**Task requirements**
Going through the data below, please show each line containing the string "Math".
Source material: Begin
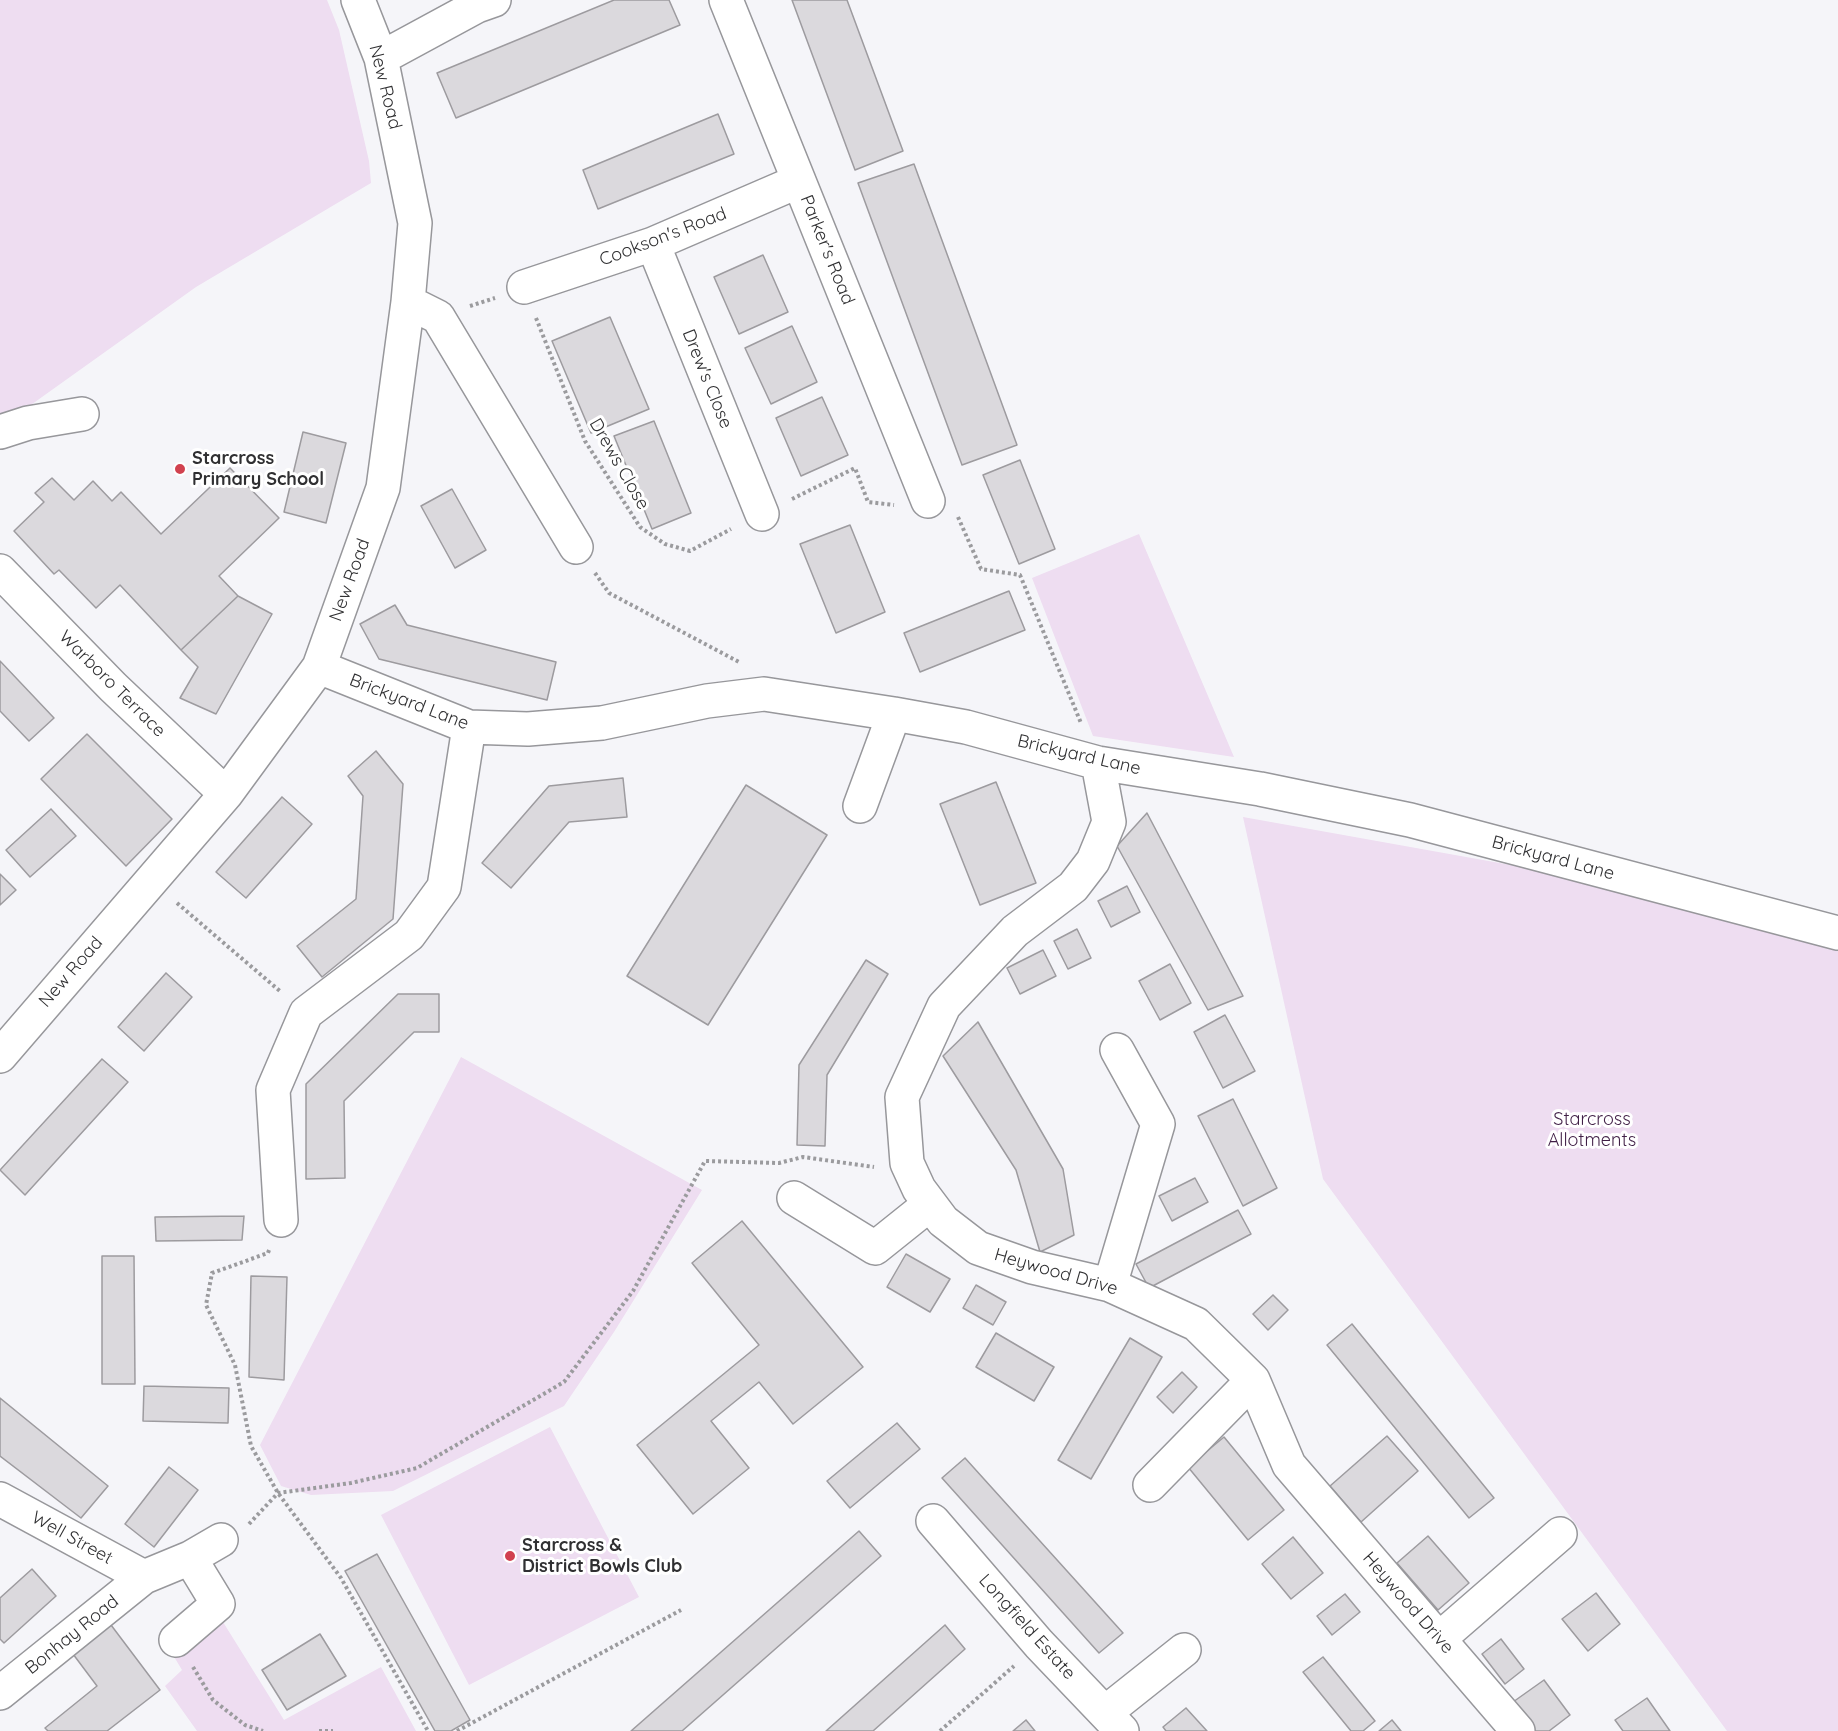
<!DOCTYPE html>
<style>
body{margin:0}
canvas{display:block;background:#f5f5f9}
</style>
<canvas width="1838" height="1731"></canvas>
<script>
const ctx = document.querySelector('canvas').getContext('2d');
ctx.lineJoin = 'round';
function paint(path, color) { ctx.fillStyle = color; ctx.fill(path, 'evenodd'); }
const poly = rows => new Path2D(rows.map(r => 'M' + r).join(''));
function strokePath(path, color, width, dash) { ctx.strokeStyle = color; ctx.lineWidth = width; ctx.lineCap = dash ? 'butt' : 'round'; ctx.setLineDash(dash || []); ctx.stroke(path); }
function drawText(font, color, halo, rows, align = 'center') {
  ctx.font = font + ' Quicksand,sans-serif'; ctx.lineWidth = 6; ctx.setLineDash([]); ctx.textBaseline = 'middle'; ctx.strokeStyle = halo; ctx.fillStyle = color; for (const [text, x, y, turn = 0] of rows) {
    ctx.save(); ctx.translate(x, y); ctx.rotate((+turn || 0) * Math.PI / 180); ctx.textAlign = isNaN(turn) ? turn : align; if (halo) ctx.strokeText(text, 0, 0); ctx.fillText(text, 0, 0); ctx.restore();
  }
}
paint(poly([
 [0,0,327,0,339,30,369,161,371,183,196,287,0,427],
 [1139,534,1234,757,1093,736,1032,578],
 [1243,817,1628,886,1838,944,1838,1731,1727,1731,1323,1179],
 [461,1057,702,1190,614,1332,564,1406,393,1491,311,1495,281,1486,260,1445],
 [550,1427,639,1597,469,1685,381,1515],
 [223,1622,284,1720,381,1667,416,1731,197,1731,165,1686,182,1670,173,1655]
]), '#eeddf1');
const building = poly([
 [614,0,669,0,680,25,456,118,437,73,614,0],
 [792,0,847,0,903,151,855,170,792,0],
 [718,114,734,154,598,209,583,170,718,114],
 [914,164,1017,445,962,465,858,183,914,164],
 [763,255,788,312,739,334,714,277,763,255],
 [610,317,649,409,591,433,552,341,610,317],
 [792,326,817,382,771,404,745,348,792,326],
 [822,397,848,455,801,476,776,418,822,397],
 [654,421,691,513,652,529,614,436,654,421],
 [303,432,346,443,326,523,284,512,303,432],
 [1020,460,1055,549,1019,564,983,475,1020,460],
 [230,468,279,518,219,576,238,596,181,650,120,585,96,608,59,570,54,574,14,531,44,502,35,493,52,478,74,500,93,481,112,501,121,492,161,534,230,468],
 [452,489,486,550,455,568,421,506,452,489],
 [850,525,885,612,836,633,800,544,850,525],
 [1009,591,1025,630,920,672,904,633,1009,591],
 [238,596,272,614,216,714,180,698,198,667,181,650,238,596],
 [395,605,407,625,556,662,547,700,379,659,360,624,395,605],
 [0,661,54,718,29,741,0,711,0,661],
 [87,734,172,819,126,866,41,779,87,734],
 [376,751,403,784,393,919,322,977,297,946,356,899,363,796,348,776,376,751],
 [623,778,627,817,569,822,511,888,482,863,549,786,623,778],
 [996,782,1036,883,980,905,940,804,996,782],
 [746,785,827,835,708,1025,627,976,746,785],
 [282,797,312,824,246,898,216,872,282,797],
 [51,809,76,836,30,877,6,850,51,809],
 [1147,813,1243,996,1208,1010,1117,846,1147,813],
 [0,874,16,890,0,905,0,874],
 [1127,886,1140,912,1111,927,1098,901,1127,886],
 [1077,929,1091,958,1068,969,1054,941,1077,929],
 [1043,950,1056,976,1020,994,1007,968,1043,950],
 [866,960,888,974,827,1075,825,1146,797,1145,799,1065,866,960],
 [1170,964,1191,1003,1160,1020,1139,981,1170,964],
 [166,973,192,997,144,1051,118,1027,166,973],
 [398,994,439,994,439,1032,414,1032,344,1101,345,1178,306,1179,306,1084,398,994],
 [1225,1015,1255,1071,1223,1088,1194,1032,1225,1015],
 [978,1022,1063,1169,1074,1235,1040,1252,1016,1170,943,1056,978,1022],
 [102,1059,128,1082,25,1195,0,1170,102,1059],
 [1233,1099,1277,1188,1243,1206,1198,1116,1233,1099],
 [1195,1178,1208,1202,1172,1221,1159,1196,1195,1178],
 [1238,1210,1251,1234,1149,1288,1136,1264,1238,1210],
 [244,1216,242,1240,156,1241,155,1217,244,1216],
 [742,1221,863,1367,793,1424,759,1382,711,1421,749,1468,693,1514,637,1445,759,1345,692,1263,742,1221],
 [906,1254,950,1279,930,1312,887,1287,906,1254],
 [102,1256,134,1256,135,1384,102,1384,102,1256],
 [251,1276,287,1277,284,1380,249,1377,251,1276],
 [976,1285,1006,1302,993,1325,963,1308,976,1285],
 [1273,1295,1288,1310,1268,1330,1253,1314,1273,1295],
 [1352,1324,1494,1498,1469,1518,1327,1345,1352,1324],
 [996,1333,1054,1367,1034,1401,976,1367,996,1333],
 [1130,1338,1162,1357,1091,1479,1058,1460,1130,1338],
 [1182,1372,1197,1387,1173,1413,1157,1397,1182,1372],
 [144,1386,229,1388,228,1423,143,1421,144,1386],
 [0,1398,108,1486,81,1518,0,1456,0,1398],
 [897,1423,920,1449,850,1508,827,1481,897,1423],
 [1387,1436,1418,1471,1361,1522,1330,1486,1387,1436],
 [1224,1437,1284,1510,1248,1540,1188,1467,1224,1437],
 [965,1458,1123,1633,1099,1653,942,1478,965,1458],
 [169,1467,198,1490,154,1547,125,1524,169,1467],
 [859,1531,881,1556,682,1731,631,1731,859,1531],
 [1428,1536,1469,1583,1438,1610,1397,1563,1428,1536],
 [1293,1537,1323,1573,1291,1599,1262,1564,1293,1537],
 [377,1554,470,1720,451,1731,435,1731,345,1571,377,1554],
 [32,1569,56,1596,4,1643,0,1639,0,1598,32,1569],
 [1596,1593,1620,1624,1588,1651,1562,1619,1596,1593],
 [1345,1594,1360,1612,1332,1635,1317,1616,1345,1594],
 [108,1621,160,1690,107,1731,48,1731,45,1728,97,1686,70,1650,108,1621],
 [945,1625,965,1649,873,1731,826,1731,945,1625],
 [320,1634,346,1676,287,1710,262,1670,320,1634],
 [1501,1639,1524,1669,1505,1684,1482,1654,1501,1639],
 [1323,1657,1375,1721,1363,1731,1351,1731,1303,1672,1323,1657],
 [1544,1680,1570,1715,1549,1731,1534,1731,1513,1702,1544,1680],
 [1647,1698,1670,1731,1623,1731,1615,1720,1647,1698],
 [1186,1708,1207,1731,1166,1731,1163,1727,1186,1708],
 [1026,1720,1035,1731,1013,1731,1026,1720],
 [1392,1720,1401,1731,1379,1731,1392,1720]
]);
paint(building, '#dbd9dd');
strokePath(building, '#9d9b9f', 1.5);
const minor = poly([
 [726,0,928,501],
 [381,58,477,6,494,0],
 [653,244,762,514],
 [524,287,653,244,799,181],
 [408,302,438,317,576,547],
 [0,432,28,423,82,414],
 [0,571,113,687,226,794],
 [319,667,469,727,528,729,602,723,707,701,764,694,894,714,966,727,1098,763,1260,789,1410,820,1838,933],
 [1098,763,1109,822,1093,861,1073,887,1015,931,944,1006,902,1097,907,1163,919,1189,943,1221,978,1248,1032,1267,1110,1285,1196,1324,1253,1380,1289,1465,1518,1731],
 [860,806,894,714],
 [0,1056,226,794,319,667,383,488,408,302,415,223,381,58,358,0],
 [794,1198,875,1248,930,1204],
 [281,1220,273,1090,306,1013,409,935,444,887,469,727],
 [1110,1285,1158,1124,1117,1050],
 [1150,1485,1253,1380],
 [0,1499,144,1577],
 [933,1521,1039,1644,1122,1731],
 [1439,1639,1560,1534],
 [176,1640,218,1604,190,1558],
 [0,1693,144,1577,190,1558,221,1540],
 [1106,1712,1184,1650]
]);
strokePath(minor, '#97979b', 36);
strokePath(poly([
 [470,306,495,298],
 [536,318,585,441,640,527,665,544,690,551,731,529],
 [792,499,855,468,868,502,894,505],
 [958,517,981,569,1020,575,1081,723],
 [595,573,609,593,739,662],
 [177,903,281,992],
 [269,1250,268,1253,212,1273,206,1305,235,1365,251,1446,278,1493,341,1578,428,1731],
 [249,1524,278,1493,351,1483,417,1468,564,1382,633,1291,705,1161,779,1163,803,1157,874,1167],
 [193,1667,213,1700,245,1725,263,1731],
 [319,1731,333,1731],
 [457,1731,681,1610],
 [940,1731,1014,1666]
]), '#9b9b9e', 4, [3, 3]);
strokePath(minor, '#fff', 33);
for (const [x, y, r, color] of [
 [180,469,6,"#d1414f"],
 [510,1556,6,"#d1414f"]
]) { const dot = new Path2D(); dot.arc(x, y, r, 0, 2 * Math.PI); ctx.fillStyle = color; ctx.fill(dot); strokePath(dot, '#fff', 2); }
drawText('18px', '#303032', '#fff', [
 ["New Road",385,87,76],
 ["Cookson's Road",663,237,-21],
 ["Parker's Road",827,250,68],
 ["Drew's Close",707,379,68],
 ["Drews Close",619,464,60],
 ["New Road",350,580,-70],
 ["Warboro Terrace",112,684,45],
 ["Brickyard Lane",409,702,21],
 ["Brickyard Lane",1079,755,13],
 ["Brickyard Lane",1553,858,15],
 ["New Road",71,972,-49],
 ["Heywood Drive",1056,1272,16],
 ["Well Street",72,1538,29],
 ["Heywood Drive",1408,1603,49],
 ["Longfield Estate",1027,1627,48],
 ["Bonhay Road",72,1635,-39]
]);
drawText('bold 18px', '#303032', '#fff', [
 ["Starcross",192,459],
 ["Primary School",192,480],
 ["Starcross &",522,1546],
 ["District Bowls Club",522,1567]
], 'left');
drawText('18px', '#401f46', '#fff', [
 ["Starcross",1592,1120],
 ["Allotments",1592,1141]
]);
</script>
Source material: End
**Final answer**
    ctx.save(); ctx.translate(x, y); ctx.rotate((+turn || 0) * Math.PI / 180); ctx.textAlign = isNaN(turn) ? turn : align; if (halo) ctx.strokeText(text, 0, 0); ctx.fillText(text, 0, 0); ctx.restore();
]) { const dot = new Path2D(); dot.arc(x, y, r, 0, 2 * Math.PI); ctx.fillStyle = color; ctx.fill(dot); strokePath(dot, '#fff', 2); }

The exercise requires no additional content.